AZLE -- In the hallways of Azle High School, there's a senior that brings out the best in students.
"I love her," said senior Bobbi Jo Sisk. "She's like my best friend. She is so awesome. She has a great personality."
The student is Alejandrina Guzman. The 17 year old zooms in her wheelchair from class to class with ease. She was born with several disabilities, including a cleft palate, club feet, and dwarfism.
"When you look at her, there is something different there, but in the end, there is nothing different," said Azle High School Principal Sam Robinson. "She is like everybody else, if not exceptionally higher than them, because of her personality, her wit and the way she does in school -- her academic achievements."
Alejandrina is an honors student, elementary school mentor and a "rowdy" spirit squad member. She's now in the running for homecoming queen.

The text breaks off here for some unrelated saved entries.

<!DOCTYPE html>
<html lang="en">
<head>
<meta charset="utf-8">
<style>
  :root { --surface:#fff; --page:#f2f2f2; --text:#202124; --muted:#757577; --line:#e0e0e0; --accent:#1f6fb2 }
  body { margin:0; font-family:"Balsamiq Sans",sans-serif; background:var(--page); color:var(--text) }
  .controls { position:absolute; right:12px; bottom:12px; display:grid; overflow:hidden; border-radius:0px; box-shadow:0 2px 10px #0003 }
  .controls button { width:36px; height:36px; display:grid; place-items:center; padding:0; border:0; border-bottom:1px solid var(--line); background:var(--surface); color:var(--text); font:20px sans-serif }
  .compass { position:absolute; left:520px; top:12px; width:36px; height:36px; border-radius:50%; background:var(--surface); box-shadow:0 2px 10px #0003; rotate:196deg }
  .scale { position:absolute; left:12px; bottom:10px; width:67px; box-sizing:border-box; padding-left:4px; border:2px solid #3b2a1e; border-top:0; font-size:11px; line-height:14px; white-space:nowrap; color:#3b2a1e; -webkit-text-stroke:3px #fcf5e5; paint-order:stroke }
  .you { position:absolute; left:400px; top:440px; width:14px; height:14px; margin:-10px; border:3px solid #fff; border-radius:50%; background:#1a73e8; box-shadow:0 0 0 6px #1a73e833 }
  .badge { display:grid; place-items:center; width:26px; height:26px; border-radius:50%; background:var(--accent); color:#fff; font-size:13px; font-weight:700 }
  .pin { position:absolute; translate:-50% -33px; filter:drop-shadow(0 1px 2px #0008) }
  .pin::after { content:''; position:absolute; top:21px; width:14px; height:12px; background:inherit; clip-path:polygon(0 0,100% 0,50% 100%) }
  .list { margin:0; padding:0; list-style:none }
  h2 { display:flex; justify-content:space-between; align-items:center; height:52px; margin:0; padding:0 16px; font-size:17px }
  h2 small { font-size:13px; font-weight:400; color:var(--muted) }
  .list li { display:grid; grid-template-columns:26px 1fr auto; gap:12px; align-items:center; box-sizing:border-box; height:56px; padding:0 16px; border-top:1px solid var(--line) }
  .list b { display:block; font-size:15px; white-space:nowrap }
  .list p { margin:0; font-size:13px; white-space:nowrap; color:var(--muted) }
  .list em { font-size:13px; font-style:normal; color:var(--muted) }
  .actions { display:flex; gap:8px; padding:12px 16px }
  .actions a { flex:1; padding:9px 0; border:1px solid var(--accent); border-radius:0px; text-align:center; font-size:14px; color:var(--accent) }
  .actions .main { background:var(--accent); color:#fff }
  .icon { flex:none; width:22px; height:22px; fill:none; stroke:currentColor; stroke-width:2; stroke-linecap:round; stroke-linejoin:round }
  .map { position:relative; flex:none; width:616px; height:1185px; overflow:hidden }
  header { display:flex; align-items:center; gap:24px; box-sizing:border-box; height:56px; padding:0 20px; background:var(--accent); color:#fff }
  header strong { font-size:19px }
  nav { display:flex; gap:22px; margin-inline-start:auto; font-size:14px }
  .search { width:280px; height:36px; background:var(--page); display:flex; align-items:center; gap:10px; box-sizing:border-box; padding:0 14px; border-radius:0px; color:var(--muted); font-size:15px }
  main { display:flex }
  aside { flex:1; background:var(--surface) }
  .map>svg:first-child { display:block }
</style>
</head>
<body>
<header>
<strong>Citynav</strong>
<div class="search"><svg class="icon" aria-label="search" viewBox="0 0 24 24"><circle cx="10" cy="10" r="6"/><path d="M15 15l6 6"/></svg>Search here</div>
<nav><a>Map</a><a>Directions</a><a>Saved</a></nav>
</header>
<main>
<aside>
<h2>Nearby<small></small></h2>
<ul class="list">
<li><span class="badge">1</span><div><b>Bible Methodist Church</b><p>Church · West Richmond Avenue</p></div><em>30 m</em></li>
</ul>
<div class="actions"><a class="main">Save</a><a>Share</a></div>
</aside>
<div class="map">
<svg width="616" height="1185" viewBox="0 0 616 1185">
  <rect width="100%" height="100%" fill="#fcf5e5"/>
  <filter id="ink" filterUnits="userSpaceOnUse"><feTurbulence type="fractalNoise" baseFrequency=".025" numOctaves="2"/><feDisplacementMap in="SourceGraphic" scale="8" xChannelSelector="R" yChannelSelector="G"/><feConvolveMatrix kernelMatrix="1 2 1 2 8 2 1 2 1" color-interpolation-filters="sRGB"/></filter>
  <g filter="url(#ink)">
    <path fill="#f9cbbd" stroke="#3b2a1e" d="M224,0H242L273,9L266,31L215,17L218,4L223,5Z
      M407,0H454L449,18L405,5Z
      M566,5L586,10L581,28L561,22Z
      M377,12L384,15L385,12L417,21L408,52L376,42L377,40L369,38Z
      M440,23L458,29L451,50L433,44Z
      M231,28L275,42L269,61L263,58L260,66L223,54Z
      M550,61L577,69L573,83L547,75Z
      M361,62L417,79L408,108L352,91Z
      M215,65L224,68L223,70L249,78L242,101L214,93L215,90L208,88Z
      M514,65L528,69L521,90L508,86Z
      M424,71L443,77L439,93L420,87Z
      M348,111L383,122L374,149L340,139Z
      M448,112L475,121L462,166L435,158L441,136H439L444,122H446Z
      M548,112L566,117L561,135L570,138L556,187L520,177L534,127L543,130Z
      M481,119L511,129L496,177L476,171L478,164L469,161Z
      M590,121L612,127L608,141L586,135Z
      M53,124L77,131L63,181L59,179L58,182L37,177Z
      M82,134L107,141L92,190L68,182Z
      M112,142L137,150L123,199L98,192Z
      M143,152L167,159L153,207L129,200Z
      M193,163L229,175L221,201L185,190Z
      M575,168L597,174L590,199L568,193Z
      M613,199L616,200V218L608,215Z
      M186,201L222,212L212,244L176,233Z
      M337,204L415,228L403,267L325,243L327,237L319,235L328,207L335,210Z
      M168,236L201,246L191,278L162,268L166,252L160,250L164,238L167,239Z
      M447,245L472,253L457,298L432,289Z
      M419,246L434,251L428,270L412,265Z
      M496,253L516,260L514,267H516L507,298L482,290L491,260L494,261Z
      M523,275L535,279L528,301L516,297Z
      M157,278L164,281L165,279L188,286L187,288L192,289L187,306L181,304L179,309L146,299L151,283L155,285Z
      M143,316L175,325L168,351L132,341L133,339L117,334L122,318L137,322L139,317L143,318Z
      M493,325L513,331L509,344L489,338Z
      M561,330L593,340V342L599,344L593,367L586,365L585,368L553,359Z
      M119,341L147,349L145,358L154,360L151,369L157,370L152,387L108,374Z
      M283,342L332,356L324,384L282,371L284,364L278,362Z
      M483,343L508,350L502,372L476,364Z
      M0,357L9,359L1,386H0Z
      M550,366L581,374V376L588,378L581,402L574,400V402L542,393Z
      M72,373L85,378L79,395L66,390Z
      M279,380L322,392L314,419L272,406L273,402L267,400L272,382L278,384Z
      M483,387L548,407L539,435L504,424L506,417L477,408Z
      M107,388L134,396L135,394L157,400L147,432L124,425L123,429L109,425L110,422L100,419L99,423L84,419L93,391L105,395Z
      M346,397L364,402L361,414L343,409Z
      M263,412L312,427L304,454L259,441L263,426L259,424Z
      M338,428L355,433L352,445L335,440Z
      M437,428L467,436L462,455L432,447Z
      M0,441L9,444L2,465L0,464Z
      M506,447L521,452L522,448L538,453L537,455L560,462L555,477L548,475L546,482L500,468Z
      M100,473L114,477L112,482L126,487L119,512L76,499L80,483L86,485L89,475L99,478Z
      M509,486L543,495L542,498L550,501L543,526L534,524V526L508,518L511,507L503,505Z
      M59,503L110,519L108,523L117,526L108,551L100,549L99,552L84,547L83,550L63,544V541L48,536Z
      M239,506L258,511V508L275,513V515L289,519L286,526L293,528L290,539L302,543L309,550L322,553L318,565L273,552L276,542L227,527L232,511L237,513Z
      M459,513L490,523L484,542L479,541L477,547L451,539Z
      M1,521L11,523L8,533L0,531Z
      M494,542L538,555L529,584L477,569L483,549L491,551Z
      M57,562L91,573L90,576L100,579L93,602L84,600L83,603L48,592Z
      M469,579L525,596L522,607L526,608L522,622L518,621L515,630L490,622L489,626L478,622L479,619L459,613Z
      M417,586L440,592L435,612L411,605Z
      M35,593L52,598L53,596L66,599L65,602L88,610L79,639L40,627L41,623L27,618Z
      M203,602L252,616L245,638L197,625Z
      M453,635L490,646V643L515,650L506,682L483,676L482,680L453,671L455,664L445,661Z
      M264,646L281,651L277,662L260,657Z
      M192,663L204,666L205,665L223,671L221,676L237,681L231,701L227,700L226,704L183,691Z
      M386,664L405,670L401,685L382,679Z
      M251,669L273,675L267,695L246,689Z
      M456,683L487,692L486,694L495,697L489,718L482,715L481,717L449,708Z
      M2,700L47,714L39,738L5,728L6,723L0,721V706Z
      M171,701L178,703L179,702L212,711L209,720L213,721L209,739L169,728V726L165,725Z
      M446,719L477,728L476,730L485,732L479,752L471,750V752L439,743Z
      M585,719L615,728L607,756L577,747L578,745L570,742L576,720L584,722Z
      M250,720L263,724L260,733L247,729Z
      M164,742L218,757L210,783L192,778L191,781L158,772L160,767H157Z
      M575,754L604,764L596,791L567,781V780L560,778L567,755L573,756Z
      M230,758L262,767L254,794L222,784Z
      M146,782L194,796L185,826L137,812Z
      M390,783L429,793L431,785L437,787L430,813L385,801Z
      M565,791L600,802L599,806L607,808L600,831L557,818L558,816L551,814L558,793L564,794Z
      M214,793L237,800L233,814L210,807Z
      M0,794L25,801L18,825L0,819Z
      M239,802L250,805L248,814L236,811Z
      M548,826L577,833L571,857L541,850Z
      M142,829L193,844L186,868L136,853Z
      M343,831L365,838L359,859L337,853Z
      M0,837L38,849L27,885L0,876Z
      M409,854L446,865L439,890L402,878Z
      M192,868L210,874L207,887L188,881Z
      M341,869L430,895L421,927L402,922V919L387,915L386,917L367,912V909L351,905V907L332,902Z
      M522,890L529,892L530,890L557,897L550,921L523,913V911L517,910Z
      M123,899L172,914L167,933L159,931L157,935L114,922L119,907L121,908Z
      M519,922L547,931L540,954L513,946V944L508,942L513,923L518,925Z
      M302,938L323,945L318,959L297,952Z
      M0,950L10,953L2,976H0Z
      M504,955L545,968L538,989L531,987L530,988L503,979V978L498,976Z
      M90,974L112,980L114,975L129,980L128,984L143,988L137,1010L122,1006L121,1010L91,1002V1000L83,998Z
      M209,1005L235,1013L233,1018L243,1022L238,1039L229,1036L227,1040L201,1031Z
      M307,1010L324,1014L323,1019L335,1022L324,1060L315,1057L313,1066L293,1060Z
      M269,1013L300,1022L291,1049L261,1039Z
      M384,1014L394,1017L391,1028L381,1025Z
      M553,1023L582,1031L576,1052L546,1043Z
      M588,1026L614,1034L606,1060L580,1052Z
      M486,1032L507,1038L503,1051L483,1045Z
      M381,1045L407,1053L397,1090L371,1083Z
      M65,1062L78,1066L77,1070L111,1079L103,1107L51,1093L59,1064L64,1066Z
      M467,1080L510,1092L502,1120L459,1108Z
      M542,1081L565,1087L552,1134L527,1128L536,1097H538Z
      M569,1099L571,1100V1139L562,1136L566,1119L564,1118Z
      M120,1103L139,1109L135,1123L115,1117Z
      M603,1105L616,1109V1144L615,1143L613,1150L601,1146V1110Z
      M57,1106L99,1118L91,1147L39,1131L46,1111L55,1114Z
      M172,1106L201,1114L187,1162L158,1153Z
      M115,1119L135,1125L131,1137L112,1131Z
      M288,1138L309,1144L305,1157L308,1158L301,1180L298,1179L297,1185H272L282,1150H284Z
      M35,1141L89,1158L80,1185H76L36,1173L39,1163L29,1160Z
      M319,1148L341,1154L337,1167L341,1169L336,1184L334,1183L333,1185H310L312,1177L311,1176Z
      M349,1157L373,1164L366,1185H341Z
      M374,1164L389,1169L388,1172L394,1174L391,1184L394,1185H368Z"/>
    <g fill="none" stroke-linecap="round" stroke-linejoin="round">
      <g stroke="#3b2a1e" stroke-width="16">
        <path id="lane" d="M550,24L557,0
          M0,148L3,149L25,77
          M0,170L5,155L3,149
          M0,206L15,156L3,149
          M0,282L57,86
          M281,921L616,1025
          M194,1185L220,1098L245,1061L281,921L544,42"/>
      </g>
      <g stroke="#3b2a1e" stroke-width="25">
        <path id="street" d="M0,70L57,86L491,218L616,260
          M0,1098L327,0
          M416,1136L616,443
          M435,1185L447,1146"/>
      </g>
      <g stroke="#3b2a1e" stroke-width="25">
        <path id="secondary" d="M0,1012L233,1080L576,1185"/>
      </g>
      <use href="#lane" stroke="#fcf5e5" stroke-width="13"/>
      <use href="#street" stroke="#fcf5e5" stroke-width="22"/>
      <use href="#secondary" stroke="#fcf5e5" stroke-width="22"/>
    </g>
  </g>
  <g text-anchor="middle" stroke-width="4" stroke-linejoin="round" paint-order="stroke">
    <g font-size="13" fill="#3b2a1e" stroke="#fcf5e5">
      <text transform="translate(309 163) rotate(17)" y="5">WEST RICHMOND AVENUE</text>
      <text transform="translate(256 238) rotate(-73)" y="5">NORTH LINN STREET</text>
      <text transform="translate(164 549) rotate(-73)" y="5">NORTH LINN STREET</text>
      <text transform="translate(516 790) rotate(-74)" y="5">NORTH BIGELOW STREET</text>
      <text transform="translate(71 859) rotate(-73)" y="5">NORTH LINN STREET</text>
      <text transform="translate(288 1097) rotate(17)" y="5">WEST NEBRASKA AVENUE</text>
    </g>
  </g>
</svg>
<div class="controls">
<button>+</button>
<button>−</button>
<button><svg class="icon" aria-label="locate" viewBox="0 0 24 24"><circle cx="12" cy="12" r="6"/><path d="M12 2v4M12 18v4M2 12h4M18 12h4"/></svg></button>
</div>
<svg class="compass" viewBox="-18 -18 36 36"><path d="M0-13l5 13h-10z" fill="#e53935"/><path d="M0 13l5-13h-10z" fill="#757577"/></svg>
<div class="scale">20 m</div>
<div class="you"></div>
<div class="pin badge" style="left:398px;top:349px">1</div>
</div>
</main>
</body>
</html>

"To me, it's a surprise, because it just shows how much Azle High School thinks of others," Alejandrina said. "It shows the ability to look past the outside, and how the inside really matters."
Her principal and classmates see beyond her disabilities. They see courage.

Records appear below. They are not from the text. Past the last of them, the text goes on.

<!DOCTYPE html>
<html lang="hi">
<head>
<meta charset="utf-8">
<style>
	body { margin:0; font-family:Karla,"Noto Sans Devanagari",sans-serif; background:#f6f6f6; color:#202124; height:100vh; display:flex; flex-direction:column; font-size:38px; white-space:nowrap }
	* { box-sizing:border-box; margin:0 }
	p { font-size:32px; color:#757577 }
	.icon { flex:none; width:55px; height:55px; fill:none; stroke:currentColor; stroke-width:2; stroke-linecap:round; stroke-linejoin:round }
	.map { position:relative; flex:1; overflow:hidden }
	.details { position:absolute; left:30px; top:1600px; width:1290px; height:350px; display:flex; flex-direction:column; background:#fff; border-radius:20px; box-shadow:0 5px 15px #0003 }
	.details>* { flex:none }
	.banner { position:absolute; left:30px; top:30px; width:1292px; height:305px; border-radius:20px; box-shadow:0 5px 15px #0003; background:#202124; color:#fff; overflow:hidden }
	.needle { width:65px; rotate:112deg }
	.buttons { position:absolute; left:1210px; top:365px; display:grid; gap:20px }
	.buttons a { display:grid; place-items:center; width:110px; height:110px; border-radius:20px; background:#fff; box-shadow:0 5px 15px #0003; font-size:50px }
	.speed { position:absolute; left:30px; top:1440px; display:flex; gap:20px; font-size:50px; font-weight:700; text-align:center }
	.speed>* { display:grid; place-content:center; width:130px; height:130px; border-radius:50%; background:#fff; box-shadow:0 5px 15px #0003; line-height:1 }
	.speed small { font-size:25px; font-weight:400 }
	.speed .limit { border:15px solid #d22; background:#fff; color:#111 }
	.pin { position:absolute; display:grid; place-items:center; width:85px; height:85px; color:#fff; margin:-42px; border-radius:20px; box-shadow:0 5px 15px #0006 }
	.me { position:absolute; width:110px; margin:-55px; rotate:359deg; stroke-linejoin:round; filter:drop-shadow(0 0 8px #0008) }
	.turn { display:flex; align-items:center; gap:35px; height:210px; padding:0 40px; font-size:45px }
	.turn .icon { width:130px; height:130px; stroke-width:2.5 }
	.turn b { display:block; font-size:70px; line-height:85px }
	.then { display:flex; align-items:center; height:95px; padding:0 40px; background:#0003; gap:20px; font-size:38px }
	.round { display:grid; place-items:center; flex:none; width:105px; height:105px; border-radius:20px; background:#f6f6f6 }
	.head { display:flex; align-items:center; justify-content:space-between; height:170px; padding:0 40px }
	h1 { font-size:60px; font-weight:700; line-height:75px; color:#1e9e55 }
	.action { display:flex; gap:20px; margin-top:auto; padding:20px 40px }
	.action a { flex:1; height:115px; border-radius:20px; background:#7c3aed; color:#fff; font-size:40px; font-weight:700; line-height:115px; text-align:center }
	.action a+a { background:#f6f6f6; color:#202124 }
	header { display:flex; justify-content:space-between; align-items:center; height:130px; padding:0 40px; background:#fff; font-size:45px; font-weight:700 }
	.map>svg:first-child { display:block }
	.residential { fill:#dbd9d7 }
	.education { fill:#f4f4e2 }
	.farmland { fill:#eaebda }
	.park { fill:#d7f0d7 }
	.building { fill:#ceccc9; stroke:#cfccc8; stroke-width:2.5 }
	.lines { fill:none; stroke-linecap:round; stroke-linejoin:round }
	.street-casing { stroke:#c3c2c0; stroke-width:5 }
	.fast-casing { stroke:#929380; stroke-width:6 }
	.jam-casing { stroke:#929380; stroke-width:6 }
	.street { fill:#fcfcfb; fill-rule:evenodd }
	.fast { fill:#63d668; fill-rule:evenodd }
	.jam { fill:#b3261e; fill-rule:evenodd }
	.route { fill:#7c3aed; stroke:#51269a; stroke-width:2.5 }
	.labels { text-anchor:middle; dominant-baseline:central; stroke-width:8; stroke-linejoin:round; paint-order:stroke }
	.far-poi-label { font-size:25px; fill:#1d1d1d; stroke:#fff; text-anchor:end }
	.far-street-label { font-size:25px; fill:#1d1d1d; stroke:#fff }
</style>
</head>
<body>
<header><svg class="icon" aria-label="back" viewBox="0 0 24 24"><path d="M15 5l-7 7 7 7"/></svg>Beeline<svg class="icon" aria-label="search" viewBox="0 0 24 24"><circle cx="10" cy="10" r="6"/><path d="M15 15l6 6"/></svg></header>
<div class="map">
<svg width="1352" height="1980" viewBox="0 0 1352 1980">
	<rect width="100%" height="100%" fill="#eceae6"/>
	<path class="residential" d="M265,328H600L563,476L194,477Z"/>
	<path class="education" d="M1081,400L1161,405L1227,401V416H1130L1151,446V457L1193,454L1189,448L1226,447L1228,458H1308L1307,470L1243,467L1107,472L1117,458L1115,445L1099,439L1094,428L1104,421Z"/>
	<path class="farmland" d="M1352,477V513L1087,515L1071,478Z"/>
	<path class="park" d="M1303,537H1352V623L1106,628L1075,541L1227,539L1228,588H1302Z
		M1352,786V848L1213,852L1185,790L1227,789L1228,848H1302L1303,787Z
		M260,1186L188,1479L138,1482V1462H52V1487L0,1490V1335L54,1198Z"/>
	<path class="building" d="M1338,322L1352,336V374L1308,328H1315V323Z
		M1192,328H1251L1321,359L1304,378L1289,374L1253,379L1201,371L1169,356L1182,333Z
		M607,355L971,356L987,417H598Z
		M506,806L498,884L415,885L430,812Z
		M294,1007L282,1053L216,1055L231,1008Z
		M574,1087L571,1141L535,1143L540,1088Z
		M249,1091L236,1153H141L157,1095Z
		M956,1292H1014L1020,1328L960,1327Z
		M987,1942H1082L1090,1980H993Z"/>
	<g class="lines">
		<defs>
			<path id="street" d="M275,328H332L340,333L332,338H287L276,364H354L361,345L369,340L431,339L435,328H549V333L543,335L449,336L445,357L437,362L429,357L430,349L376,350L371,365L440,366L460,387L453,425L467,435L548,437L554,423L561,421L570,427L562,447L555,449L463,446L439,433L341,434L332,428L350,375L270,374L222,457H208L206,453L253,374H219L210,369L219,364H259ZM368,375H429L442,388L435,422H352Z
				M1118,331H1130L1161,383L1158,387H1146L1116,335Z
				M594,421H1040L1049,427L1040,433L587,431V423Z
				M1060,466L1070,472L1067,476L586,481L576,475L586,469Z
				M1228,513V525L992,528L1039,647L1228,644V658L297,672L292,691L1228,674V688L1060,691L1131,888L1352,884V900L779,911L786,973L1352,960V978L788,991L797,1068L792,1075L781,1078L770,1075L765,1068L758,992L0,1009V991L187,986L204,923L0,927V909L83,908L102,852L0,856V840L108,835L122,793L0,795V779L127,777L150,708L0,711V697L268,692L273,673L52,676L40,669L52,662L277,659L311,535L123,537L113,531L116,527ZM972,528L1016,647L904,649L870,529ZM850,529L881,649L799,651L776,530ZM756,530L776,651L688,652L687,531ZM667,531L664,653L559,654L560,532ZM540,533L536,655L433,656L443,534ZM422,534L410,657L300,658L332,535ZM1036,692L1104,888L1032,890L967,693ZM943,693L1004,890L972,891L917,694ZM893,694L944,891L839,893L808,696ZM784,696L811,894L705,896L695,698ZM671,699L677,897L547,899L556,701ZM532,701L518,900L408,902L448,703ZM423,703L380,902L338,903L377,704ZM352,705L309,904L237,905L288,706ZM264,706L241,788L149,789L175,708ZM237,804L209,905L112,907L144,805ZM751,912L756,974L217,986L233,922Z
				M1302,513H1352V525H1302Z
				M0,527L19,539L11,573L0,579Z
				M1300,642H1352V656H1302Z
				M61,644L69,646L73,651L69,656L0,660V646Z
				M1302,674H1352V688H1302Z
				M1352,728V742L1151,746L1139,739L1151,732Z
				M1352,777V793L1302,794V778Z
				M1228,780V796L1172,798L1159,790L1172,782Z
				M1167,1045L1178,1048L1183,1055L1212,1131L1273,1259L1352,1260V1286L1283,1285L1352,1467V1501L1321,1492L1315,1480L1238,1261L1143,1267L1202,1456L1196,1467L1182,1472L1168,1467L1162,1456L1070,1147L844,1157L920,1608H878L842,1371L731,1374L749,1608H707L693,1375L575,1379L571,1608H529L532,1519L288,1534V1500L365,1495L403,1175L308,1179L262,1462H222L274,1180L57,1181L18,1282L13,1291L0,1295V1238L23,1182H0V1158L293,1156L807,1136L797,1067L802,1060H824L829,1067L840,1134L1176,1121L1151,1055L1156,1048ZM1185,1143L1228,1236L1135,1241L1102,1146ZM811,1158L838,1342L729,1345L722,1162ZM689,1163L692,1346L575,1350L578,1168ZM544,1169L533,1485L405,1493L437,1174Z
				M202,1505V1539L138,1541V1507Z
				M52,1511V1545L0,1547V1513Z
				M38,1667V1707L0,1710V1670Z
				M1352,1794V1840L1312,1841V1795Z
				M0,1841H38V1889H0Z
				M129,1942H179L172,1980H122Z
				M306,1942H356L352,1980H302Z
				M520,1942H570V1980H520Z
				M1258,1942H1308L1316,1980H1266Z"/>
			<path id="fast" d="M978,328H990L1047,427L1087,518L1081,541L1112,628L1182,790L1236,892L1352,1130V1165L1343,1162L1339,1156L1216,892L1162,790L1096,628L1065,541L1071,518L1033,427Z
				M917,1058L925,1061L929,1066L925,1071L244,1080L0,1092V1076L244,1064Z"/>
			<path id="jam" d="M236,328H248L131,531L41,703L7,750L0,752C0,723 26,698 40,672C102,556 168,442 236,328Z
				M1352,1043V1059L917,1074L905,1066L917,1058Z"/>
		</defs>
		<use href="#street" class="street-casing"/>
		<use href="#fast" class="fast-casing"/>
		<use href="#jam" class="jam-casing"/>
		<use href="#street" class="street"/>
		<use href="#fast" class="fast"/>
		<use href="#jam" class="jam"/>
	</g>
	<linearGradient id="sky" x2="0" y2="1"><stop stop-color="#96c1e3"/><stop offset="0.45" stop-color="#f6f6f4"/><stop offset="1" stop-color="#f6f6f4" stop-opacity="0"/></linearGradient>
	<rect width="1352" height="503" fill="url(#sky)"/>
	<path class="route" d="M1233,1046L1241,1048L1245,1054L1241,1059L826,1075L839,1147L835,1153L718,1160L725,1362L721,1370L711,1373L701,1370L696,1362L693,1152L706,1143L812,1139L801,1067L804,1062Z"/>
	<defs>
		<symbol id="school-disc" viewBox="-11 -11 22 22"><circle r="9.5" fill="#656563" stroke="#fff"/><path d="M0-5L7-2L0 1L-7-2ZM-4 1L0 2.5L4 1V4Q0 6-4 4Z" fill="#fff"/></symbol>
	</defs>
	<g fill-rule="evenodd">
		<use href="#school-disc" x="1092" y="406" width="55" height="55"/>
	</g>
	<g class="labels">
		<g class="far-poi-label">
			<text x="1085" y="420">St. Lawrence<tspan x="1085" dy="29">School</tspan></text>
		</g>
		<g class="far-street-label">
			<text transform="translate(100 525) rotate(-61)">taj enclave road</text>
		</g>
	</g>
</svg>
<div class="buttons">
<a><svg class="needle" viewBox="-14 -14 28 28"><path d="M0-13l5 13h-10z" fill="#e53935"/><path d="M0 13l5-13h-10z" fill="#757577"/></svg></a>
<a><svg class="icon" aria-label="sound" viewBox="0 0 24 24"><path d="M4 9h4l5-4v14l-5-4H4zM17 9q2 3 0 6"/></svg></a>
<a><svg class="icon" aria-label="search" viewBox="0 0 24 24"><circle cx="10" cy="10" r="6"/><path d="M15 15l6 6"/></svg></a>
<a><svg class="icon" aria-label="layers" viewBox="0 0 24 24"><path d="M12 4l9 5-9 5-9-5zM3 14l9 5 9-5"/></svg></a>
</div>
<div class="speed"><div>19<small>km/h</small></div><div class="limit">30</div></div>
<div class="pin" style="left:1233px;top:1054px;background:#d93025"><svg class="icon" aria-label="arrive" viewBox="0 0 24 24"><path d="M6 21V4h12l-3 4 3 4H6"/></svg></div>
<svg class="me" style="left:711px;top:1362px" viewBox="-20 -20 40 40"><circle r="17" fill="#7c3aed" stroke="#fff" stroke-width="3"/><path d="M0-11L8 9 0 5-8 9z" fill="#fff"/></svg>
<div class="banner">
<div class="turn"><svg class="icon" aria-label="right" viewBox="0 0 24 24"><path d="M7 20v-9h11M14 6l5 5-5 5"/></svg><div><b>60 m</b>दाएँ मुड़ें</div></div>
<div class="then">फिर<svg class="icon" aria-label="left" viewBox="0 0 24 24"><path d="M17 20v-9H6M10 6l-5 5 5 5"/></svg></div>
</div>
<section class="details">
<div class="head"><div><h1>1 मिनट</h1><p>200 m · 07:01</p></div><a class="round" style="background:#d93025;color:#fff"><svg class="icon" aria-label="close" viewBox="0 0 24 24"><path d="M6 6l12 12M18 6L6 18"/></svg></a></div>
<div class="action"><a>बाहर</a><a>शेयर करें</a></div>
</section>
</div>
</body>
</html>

"She has taught me that there are no limitations, that anything can be done by anyone," Robinson said. "Nothing stops Allie. So why should anything stop me?"
In Azle and on the internet, Alejandrina is taking her message to the masses. She has posted inspirational videos sprinkled with wit and wisdom, and her Twitter feed is full of positive messages.
She's helping people find beauty in life's obstacles.
"I just wanted to speak out and send a message to others that they can do it," the senior said. "They are here for a reason."
Alejandrina mentioned that she gets her strength to take on challenges from her mother, father, other family members, and friends.
Currently, she isn't video blogging, because she's focused on her next challenge: college. University of Texas in Austin is her first choice.
She worries about going away to school without her loyal team of family and friends, but she's staying positive.
"I see my future is bright, just as long as I keep trying and never give up," she said.
So homecoming queen or not, Alejandrina knows she has already scored a victory.
"It makes me feel good, because I know I have done something besides having a disability," she said. "I know that I have shown my inner, my true self instead of the wheelchair and me."
The homecoming results will be announced a week from Friday.